I have now got some descaler for my new baby, I have come across this video on Youtube which clearly explains how to descale, but people digress, saying nothing is being flushed through the group. It looks to me like everything is done correctly and I just want to be able to get it over with. God knows when the previous owner last cleaned the machine.

Here is the link.






Also came across this one which does not seem awfully different, so I would be inclined to copy the first. No time like the present to use water from the steam wand.






Regards

Garry


----------



## The Systemic Kid (Nov 23, 2012)

First clip is a made by Philips so I guess, go with that. But you won't do any harm running the descaling water through the group head either.


----------



## El carajillo (Mar 16, 2013)

The reason for drawing through the steam wand /valve is that the take off for steam is at the top of the boiler and where the steam is created possibly more prone to scale. As the water enters the boiler at the bottom just drawing through the brew head may not fully circulate the de scaler to the top of the boiler.


----------



## Christiangaz777 (Mar 4, 2014)

I havnt used the steam wand yet. I guess it ill just follow the video.


----------



## funinacup (Aug 30, 2010)

You should pull the descaler through the group in order to make sure the pipes feeding the group are being descaled. Get it into all areas of the machine!


----------



## Christiangaz777 (Mar 4, 2014)

I think I pulled most of it through the steam wand. I am still getting used to the controls, seams to be hot water coming through when I open the steam wand not sure that is right. Will give 1 more flush through the group and the wand to make sure it gets all in there


----------



## funinacup (Aug 30, 2010)

Hot water will come out of the steam wand if you open the wand and hit the brew switch.

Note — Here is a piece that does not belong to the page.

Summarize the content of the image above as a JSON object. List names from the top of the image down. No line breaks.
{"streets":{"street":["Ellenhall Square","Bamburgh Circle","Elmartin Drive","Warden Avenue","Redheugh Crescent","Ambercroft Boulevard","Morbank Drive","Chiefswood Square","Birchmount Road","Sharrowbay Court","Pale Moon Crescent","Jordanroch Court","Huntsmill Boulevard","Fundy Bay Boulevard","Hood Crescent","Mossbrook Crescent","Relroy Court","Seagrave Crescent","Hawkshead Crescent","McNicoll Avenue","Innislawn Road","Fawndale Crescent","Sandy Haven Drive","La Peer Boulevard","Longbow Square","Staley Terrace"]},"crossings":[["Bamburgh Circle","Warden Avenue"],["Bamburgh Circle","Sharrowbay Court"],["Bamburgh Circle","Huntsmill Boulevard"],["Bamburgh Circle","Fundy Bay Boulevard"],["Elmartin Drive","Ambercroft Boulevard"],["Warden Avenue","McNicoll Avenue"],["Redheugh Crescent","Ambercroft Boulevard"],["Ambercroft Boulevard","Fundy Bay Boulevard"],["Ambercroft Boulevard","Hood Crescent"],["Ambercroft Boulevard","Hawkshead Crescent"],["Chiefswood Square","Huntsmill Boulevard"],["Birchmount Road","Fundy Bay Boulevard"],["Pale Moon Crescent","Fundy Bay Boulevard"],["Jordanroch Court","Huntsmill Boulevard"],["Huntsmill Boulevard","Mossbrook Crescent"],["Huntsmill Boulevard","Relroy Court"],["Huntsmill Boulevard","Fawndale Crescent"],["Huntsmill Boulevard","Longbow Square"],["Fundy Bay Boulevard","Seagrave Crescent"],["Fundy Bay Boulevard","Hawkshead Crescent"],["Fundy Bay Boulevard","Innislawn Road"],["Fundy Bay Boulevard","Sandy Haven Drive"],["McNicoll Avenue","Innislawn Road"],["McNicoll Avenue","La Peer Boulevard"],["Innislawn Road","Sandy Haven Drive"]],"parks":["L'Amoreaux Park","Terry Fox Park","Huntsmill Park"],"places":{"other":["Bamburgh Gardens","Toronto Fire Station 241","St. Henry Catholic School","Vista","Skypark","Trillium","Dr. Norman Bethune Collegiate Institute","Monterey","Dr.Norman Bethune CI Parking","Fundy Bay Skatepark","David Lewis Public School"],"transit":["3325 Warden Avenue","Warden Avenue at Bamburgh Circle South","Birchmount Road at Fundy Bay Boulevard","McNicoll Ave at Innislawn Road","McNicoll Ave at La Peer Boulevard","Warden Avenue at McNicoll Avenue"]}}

To get steam you have to hit the steam switch and wait for the boiler to heat more (light should come on or go off to let you know it's ready)


----------



## gaggiamanualservice.com (Dec 22, 2009)

if using solenoid machine, remove the disc and holding plate then descale. if outlet valve machine eg coffee deluxe it states use only steam wand, I suggest removing disc, plate and outlet valve. that way all parts are touched by descaler


----------